*** DATA LISTING

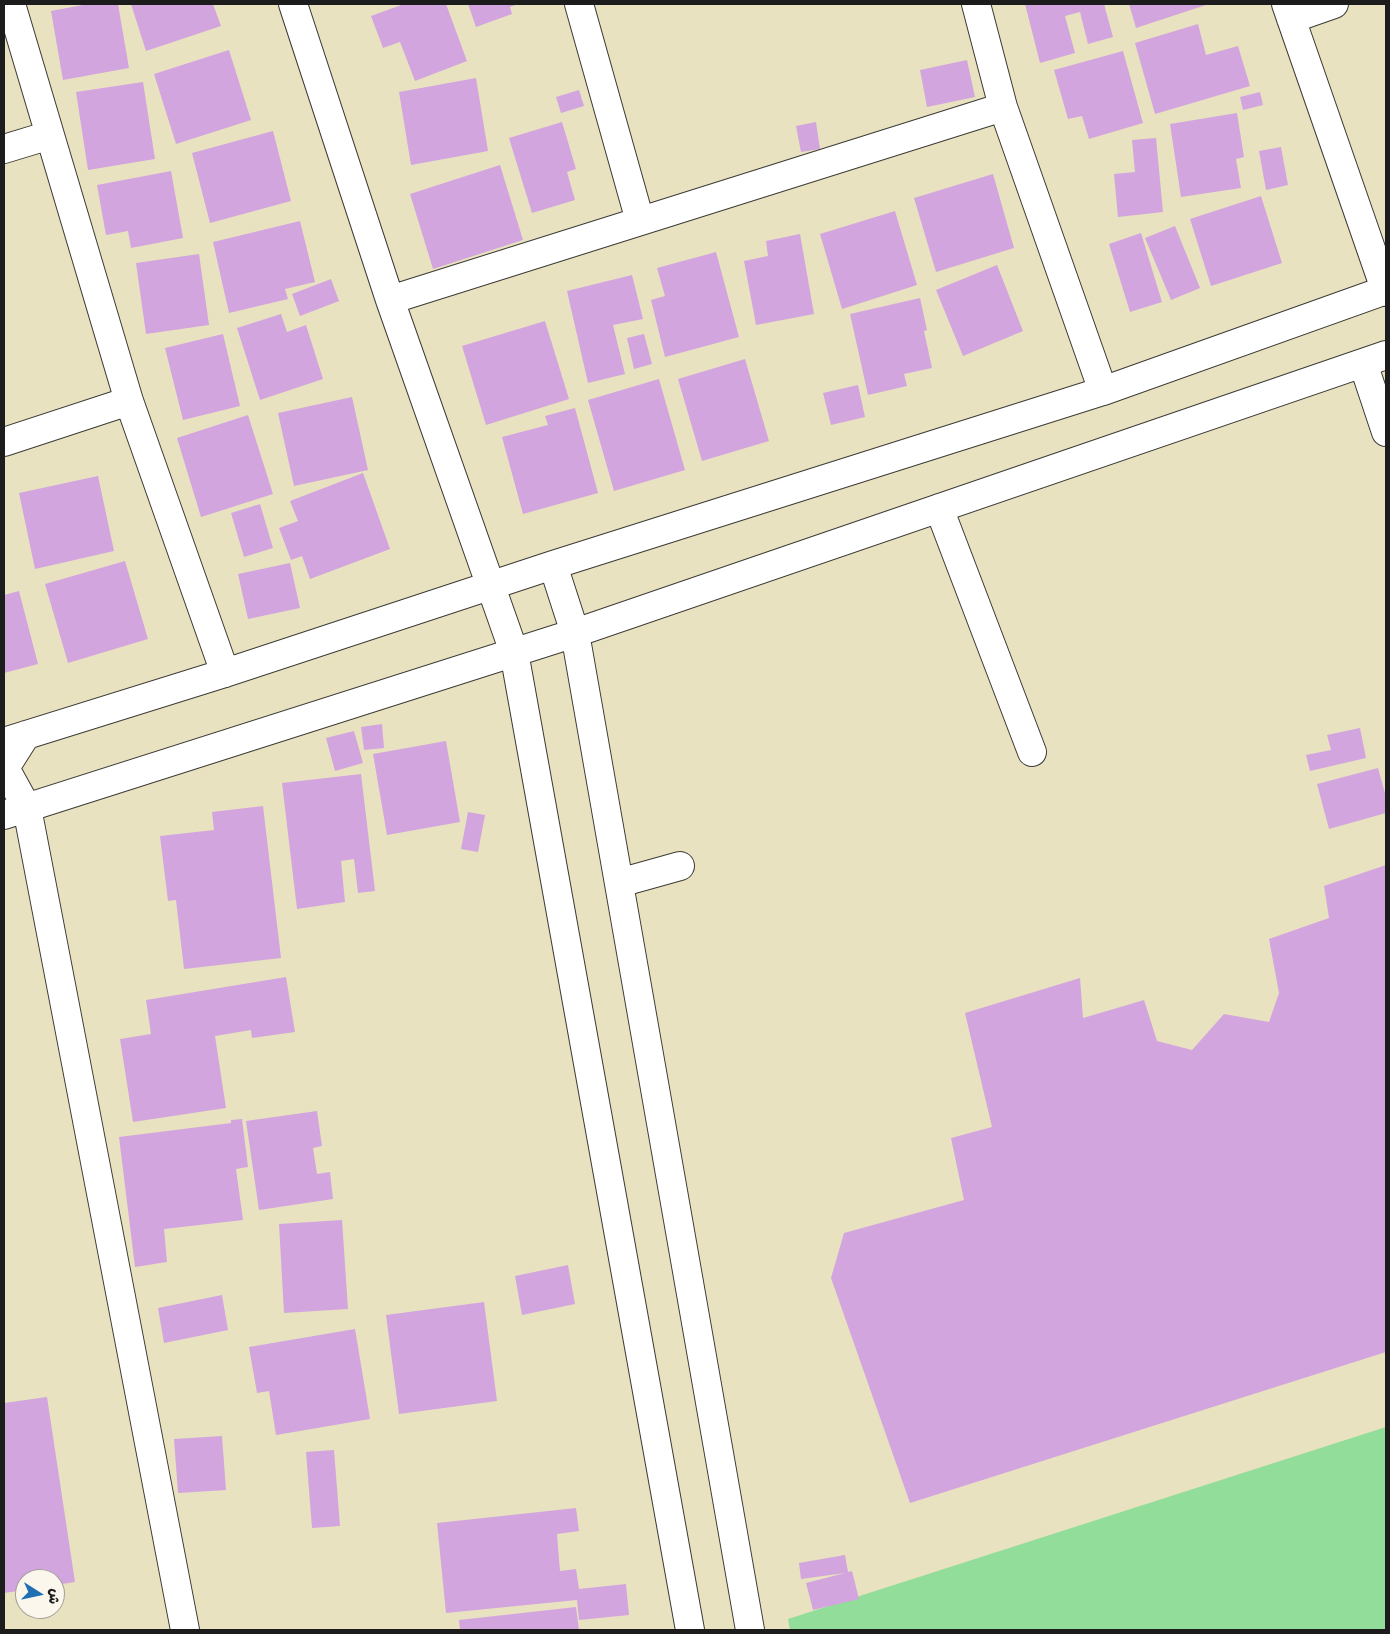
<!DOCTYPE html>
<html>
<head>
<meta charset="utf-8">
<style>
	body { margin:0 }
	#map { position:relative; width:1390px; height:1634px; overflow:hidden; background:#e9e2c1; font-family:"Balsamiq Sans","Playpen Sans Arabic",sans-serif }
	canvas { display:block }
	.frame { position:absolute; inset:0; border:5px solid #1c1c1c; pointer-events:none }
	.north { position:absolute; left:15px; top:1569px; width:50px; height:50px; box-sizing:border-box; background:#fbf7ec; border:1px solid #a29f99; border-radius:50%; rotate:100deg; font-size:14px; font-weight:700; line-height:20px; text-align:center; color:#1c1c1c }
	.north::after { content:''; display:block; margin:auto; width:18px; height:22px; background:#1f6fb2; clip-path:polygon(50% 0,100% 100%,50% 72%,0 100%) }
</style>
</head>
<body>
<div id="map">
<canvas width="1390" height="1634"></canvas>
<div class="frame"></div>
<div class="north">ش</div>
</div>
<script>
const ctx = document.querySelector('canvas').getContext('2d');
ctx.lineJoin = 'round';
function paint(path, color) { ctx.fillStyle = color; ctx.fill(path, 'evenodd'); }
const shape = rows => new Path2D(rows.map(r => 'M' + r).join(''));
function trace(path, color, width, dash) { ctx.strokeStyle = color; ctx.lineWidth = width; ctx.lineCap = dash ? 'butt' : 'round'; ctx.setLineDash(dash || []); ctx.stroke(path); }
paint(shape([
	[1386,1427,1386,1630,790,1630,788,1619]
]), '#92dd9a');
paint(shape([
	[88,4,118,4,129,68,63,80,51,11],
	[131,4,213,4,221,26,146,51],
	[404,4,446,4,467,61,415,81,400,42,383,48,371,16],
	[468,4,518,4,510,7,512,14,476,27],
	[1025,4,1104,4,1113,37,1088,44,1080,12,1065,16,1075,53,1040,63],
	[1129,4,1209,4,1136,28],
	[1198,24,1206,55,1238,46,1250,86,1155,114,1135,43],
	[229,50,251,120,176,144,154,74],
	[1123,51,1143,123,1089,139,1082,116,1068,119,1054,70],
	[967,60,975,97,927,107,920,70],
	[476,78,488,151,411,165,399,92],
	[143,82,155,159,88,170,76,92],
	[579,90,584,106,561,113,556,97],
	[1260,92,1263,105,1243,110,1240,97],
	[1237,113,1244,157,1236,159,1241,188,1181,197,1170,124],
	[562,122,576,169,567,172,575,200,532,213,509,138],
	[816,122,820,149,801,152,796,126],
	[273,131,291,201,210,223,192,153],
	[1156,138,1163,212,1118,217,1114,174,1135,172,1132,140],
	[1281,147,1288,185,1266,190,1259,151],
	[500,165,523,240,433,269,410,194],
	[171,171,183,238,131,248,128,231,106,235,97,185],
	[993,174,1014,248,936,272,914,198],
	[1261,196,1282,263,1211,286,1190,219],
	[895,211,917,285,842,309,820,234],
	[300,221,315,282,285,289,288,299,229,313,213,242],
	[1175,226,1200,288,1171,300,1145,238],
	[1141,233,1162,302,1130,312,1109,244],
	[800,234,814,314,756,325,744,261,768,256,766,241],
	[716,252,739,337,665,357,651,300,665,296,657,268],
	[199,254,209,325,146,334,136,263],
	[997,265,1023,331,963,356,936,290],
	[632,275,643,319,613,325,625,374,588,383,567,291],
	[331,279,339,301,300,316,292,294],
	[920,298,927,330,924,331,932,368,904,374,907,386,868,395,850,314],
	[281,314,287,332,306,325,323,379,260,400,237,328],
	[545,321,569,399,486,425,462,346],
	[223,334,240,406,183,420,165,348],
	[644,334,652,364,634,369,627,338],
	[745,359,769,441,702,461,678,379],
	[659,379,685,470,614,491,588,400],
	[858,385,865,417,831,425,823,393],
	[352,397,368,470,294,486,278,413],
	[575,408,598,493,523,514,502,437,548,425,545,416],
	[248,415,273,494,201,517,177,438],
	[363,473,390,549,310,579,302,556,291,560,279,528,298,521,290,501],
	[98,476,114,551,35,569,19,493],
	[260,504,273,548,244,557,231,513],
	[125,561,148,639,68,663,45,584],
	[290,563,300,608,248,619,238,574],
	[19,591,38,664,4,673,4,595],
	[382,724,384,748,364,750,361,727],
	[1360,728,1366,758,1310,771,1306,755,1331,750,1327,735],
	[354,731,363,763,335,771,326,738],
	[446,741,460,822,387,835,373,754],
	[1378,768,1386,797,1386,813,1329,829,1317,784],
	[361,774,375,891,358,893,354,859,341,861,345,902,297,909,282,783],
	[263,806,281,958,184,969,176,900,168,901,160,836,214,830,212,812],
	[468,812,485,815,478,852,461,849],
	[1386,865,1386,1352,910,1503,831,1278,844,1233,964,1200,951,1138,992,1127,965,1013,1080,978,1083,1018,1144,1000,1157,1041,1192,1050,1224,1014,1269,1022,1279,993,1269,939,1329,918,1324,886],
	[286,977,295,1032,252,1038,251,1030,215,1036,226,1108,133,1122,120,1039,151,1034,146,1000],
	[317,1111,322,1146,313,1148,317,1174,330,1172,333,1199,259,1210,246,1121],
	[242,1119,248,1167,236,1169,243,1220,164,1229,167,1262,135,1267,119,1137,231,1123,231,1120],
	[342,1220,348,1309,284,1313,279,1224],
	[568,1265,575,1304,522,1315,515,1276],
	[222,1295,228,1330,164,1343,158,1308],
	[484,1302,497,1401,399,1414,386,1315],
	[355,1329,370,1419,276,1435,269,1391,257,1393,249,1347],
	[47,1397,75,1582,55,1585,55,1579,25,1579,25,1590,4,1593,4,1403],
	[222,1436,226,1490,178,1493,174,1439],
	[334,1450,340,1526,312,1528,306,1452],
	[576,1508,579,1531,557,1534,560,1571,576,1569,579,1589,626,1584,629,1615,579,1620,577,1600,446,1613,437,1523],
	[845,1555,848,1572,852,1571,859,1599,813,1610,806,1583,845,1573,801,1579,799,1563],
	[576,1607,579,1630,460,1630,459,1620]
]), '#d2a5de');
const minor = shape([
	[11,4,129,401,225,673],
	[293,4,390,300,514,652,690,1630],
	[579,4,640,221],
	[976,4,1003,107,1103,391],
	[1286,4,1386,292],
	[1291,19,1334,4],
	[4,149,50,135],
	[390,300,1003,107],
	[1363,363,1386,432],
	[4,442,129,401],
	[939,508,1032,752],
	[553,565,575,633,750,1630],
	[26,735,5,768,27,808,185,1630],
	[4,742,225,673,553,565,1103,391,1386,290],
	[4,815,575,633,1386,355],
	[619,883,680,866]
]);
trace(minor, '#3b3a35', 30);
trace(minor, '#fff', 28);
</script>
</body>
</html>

******
*** DATA LISTING

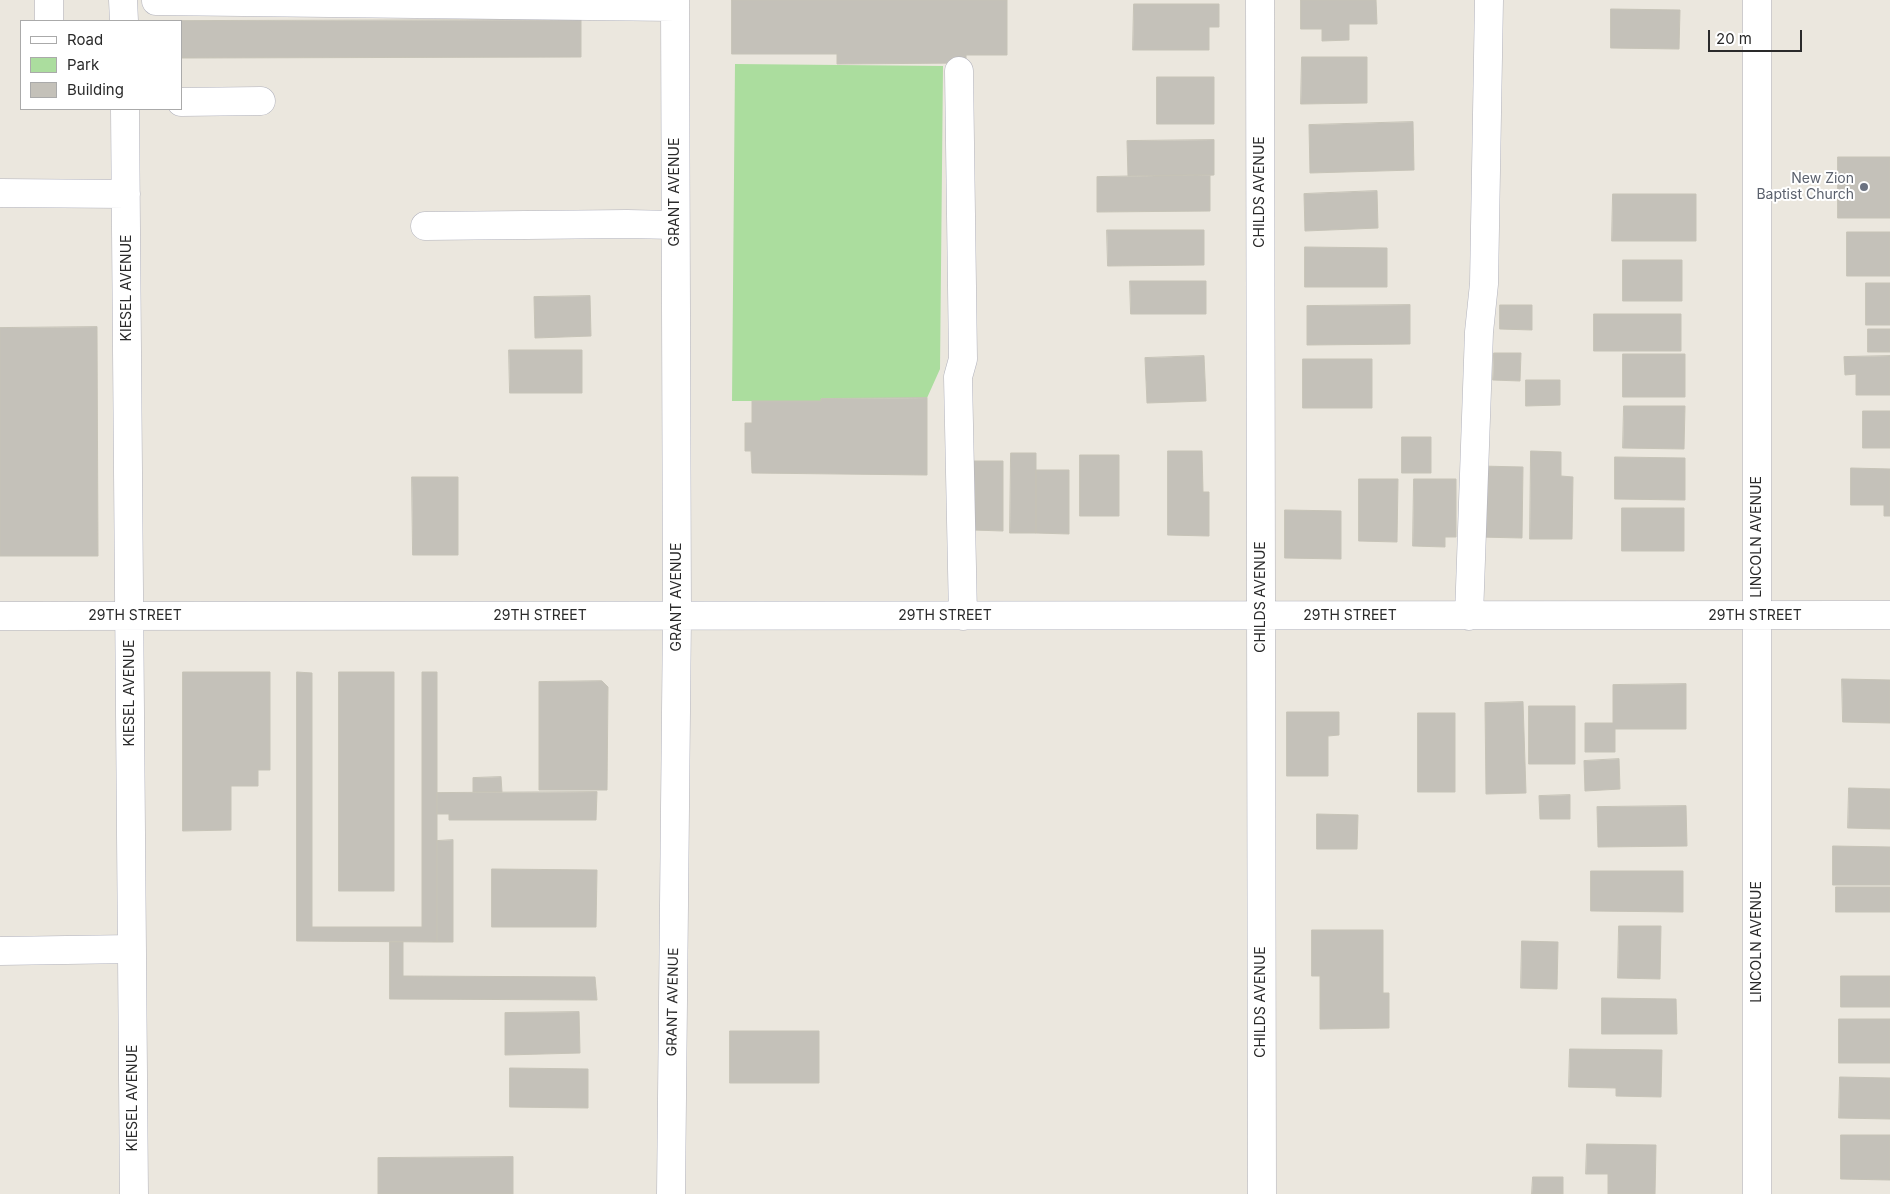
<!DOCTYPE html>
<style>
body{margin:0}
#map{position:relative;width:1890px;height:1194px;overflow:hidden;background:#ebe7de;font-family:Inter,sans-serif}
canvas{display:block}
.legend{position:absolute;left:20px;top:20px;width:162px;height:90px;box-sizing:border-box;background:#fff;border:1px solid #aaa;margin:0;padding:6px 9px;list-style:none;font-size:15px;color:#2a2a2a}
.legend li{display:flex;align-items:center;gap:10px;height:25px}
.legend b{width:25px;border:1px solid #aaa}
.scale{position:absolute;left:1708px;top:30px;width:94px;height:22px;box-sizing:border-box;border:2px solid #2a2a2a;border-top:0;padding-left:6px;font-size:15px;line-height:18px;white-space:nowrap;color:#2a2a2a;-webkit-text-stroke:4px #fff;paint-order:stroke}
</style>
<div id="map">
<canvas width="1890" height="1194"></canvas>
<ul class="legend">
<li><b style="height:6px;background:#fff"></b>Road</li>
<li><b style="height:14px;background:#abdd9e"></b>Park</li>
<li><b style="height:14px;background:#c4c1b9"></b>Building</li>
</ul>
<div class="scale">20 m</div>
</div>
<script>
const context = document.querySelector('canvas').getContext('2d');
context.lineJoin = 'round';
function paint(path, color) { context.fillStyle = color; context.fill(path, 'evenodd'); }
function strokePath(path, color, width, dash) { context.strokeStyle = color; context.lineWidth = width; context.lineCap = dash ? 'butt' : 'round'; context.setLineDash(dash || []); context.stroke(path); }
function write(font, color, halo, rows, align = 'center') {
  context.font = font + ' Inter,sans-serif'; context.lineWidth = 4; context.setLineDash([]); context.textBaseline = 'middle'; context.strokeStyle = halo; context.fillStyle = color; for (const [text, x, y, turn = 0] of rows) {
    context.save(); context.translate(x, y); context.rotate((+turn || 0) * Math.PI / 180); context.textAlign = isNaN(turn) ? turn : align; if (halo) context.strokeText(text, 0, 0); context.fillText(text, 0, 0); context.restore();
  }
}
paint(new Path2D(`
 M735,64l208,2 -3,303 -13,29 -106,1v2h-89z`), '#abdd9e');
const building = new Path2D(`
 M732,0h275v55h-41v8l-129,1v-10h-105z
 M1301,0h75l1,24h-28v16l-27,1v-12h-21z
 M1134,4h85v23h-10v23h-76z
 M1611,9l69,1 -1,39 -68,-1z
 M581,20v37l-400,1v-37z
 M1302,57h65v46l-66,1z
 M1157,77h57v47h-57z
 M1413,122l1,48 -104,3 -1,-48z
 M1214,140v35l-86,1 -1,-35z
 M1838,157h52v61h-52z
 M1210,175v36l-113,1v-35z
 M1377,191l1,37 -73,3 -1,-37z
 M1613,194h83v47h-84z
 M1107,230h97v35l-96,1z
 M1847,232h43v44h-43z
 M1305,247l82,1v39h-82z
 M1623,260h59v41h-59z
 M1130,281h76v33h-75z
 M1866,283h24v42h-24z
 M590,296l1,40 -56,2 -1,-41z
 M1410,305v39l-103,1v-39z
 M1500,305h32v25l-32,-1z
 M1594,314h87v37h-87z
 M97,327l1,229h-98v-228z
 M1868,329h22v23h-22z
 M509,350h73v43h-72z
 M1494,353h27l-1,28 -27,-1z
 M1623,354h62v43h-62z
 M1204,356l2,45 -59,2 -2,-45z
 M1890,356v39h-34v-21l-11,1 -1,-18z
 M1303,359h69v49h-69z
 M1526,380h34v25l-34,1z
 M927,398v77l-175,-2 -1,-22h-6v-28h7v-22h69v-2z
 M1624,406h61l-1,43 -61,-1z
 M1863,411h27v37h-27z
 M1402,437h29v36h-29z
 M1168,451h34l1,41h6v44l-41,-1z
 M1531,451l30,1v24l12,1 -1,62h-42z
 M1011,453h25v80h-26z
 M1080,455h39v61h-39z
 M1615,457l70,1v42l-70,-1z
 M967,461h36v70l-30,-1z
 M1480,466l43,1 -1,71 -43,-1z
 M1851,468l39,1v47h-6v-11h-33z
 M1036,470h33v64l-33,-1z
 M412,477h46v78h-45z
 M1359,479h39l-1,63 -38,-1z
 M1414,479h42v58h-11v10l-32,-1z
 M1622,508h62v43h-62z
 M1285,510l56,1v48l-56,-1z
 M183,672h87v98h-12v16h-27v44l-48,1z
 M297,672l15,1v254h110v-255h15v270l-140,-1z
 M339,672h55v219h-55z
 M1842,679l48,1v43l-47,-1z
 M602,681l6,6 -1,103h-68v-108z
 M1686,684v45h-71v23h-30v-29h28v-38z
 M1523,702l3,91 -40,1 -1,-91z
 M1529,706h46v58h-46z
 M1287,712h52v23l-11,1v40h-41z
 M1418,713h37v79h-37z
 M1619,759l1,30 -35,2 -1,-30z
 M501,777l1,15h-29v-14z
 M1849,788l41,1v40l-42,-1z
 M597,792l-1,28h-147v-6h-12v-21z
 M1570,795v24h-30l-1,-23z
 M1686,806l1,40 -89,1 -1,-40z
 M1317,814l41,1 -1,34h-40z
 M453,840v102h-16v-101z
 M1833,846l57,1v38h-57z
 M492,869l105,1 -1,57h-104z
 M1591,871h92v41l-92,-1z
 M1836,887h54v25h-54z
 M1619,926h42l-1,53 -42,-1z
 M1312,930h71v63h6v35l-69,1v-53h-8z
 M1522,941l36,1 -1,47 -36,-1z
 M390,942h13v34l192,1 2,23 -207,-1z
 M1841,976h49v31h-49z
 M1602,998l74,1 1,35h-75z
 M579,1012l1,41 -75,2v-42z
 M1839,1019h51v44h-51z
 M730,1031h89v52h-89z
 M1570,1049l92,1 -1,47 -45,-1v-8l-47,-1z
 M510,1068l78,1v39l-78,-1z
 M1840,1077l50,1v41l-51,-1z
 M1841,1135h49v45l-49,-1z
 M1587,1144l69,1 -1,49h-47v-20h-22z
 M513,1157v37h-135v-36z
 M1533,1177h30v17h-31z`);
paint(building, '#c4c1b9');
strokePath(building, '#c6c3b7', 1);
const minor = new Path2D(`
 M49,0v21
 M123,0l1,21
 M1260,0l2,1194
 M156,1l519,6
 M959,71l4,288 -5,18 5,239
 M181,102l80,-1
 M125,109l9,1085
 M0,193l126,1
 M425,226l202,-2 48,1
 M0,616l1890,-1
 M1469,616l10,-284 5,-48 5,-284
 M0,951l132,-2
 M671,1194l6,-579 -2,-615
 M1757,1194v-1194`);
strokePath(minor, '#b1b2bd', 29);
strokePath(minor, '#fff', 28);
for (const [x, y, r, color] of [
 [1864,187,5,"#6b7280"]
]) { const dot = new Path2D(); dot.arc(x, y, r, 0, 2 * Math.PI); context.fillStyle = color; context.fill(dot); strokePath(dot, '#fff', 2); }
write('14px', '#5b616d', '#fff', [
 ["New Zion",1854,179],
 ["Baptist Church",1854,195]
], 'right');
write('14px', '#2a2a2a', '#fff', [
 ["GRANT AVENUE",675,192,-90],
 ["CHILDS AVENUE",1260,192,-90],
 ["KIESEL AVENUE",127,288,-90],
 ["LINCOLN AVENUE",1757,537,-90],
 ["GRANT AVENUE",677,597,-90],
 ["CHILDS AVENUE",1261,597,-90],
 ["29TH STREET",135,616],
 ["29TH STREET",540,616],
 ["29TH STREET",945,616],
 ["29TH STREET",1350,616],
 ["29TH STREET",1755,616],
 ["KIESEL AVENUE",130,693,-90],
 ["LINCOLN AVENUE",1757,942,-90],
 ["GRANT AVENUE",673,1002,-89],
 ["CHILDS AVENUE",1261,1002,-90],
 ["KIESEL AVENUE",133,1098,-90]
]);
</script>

******

EXERCISE BRIEF: Looking at the records above, please work out how many lines contain "halo" and state only that number.

RESPONSE: 3